◆ Extracted data
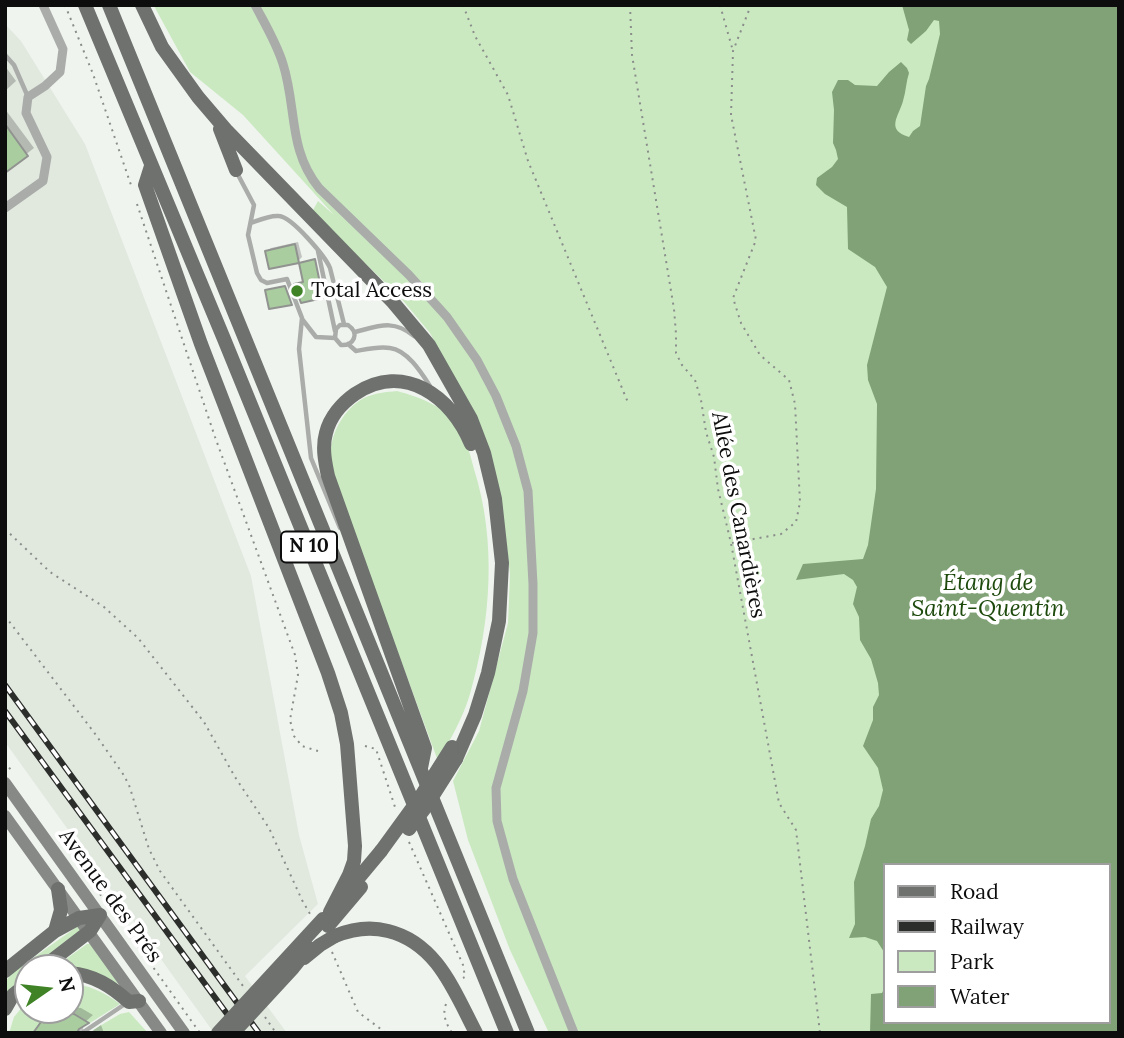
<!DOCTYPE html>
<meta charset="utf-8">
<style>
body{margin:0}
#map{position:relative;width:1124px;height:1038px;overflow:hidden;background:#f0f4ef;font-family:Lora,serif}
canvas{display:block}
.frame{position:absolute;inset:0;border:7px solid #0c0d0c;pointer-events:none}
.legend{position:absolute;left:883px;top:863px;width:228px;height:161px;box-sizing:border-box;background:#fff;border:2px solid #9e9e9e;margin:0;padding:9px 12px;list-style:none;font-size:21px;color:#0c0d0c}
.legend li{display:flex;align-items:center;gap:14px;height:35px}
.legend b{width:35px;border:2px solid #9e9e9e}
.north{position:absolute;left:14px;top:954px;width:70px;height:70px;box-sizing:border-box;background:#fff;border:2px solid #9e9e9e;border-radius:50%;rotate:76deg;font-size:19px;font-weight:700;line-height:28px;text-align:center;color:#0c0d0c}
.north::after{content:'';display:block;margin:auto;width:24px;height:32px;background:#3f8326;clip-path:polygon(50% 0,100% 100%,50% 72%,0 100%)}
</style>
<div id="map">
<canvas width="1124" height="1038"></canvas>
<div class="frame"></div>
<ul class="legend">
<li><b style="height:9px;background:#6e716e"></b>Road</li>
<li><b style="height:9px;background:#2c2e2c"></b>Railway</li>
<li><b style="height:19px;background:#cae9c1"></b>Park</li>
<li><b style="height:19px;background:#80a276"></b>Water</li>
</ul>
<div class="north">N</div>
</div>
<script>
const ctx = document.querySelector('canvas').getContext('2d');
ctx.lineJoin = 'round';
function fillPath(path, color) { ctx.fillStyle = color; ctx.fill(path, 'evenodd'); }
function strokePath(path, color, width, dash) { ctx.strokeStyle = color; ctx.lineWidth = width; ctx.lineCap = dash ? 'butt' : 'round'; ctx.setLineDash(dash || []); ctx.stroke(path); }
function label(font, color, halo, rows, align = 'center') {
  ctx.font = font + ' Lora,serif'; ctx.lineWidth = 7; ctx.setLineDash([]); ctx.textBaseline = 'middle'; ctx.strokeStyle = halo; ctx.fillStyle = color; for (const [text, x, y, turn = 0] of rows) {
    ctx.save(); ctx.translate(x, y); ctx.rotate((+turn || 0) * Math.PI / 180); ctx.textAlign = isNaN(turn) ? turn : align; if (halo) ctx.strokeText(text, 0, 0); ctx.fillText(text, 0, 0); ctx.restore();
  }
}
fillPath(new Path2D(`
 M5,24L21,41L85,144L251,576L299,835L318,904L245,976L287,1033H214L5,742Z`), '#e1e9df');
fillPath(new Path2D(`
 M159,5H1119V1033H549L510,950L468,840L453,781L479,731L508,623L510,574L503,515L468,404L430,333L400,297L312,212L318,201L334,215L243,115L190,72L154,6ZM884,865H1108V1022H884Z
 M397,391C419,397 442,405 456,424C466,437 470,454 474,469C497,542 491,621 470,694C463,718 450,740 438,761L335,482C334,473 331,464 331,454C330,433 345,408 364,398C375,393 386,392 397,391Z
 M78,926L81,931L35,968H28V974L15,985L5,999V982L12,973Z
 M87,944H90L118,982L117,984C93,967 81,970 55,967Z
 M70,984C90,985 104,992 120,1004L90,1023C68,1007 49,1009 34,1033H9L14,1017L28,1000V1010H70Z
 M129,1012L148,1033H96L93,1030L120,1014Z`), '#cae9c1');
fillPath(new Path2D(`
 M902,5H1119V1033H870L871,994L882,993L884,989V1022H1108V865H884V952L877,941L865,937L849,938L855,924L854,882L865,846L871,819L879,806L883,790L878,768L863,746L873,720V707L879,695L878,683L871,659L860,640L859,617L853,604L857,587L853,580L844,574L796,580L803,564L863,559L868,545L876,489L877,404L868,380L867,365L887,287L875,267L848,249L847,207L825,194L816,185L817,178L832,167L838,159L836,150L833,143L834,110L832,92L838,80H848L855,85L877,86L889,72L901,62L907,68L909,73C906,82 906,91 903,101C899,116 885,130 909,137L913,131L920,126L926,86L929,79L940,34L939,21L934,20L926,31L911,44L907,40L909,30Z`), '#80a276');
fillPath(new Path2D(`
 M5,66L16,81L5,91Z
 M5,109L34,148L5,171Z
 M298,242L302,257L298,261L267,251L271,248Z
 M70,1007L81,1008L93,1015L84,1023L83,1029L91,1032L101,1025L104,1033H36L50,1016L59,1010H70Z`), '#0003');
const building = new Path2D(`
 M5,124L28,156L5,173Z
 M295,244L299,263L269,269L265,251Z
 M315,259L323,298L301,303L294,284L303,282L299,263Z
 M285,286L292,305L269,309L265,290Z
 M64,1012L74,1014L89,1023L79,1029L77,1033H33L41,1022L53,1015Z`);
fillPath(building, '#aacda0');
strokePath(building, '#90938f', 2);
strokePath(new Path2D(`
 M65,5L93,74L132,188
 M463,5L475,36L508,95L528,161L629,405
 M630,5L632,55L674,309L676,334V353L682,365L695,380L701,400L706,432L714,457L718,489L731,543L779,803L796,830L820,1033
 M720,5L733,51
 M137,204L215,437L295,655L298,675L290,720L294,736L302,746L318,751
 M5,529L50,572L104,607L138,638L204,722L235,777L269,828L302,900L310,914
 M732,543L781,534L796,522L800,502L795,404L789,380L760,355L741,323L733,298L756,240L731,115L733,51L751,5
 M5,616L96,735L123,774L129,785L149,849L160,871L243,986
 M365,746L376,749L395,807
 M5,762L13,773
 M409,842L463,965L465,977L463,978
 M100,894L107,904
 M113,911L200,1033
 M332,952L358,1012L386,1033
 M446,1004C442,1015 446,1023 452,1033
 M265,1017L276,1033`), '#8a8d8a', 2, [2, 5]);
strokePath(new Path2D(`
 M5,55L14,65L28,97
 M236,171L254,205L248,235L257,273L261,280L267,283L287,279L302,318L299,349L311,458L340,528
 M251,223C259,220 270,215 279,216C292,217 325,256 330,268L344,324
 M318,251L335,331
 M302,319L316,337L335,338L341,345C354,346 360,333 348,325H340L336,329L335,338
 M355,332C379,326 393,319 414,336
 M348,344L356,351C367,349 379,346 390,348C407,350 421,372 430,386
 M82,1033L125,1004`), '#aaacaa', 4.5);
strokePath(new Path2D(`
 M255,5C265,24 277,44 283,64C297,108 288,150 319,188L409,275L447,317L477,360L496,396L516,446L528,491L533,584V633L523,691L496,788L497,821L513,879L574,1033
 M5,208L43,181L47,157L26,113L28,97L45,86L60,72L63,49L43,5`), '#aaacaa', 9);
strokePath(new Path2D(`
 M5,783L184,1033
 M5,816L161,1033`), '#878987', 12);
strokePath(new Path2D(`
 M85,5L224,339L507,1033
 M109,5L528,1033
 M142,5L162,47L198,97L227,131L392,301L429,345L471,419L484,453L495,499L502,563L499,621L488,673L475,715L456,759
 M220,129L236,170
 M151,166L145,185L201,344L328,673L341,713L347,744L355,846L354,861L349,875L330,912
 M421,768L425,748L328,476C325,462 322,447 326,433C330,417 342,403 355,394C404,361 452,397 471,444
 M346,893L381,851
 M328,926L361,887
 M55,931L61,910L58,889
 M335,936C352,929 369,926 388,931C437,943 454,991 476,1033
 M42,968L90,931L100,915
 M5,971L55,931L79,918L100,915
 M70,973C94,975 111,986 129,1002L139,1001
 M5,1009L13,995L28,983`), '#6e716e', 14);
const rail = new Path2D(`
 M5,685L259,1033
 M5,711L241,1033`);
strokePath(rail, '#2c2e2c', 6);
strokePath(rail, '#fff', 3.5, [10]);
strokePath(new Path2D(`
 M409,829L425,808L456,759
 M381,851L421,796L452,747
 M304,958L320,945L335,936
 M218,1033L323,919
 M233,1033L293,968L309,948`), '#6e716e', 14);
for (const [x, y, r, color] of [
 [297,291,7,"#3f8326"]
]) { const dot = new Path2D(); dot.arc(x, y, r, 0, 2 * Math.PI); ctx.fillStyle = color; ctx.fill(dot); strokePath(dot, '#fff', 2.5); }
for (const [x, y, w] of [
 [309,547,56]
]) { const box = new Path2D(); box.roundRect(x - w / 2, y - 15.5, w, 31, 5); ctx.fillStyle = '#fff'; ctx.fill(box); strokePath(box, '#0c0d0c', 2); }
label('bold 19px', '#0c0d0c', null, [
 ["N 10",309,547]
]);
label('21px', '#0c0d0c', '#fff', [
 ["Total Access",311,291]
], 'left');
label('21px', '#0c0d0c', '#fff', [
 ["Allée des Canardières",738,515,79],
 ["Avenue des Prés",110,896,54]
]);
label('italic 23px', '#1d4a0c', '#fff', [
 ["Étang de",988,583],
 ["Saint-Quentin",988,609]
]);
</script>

◆ Problem to solve
Every line above in which the word "rows" is present must be copied into the answer.

◆ Output of the task
function label(font, color, halo, rows, align = 'center') {
  ctx.font = font + ' Lora,serif'; ctx.lineWidth = 7; ctx.setLineDash([]); ctx.textBaseline = 'middle'; ctx.strokeStyle = halo; ctx.fillStyle = color; for (const [text, x, y, turn = 0] of rows) {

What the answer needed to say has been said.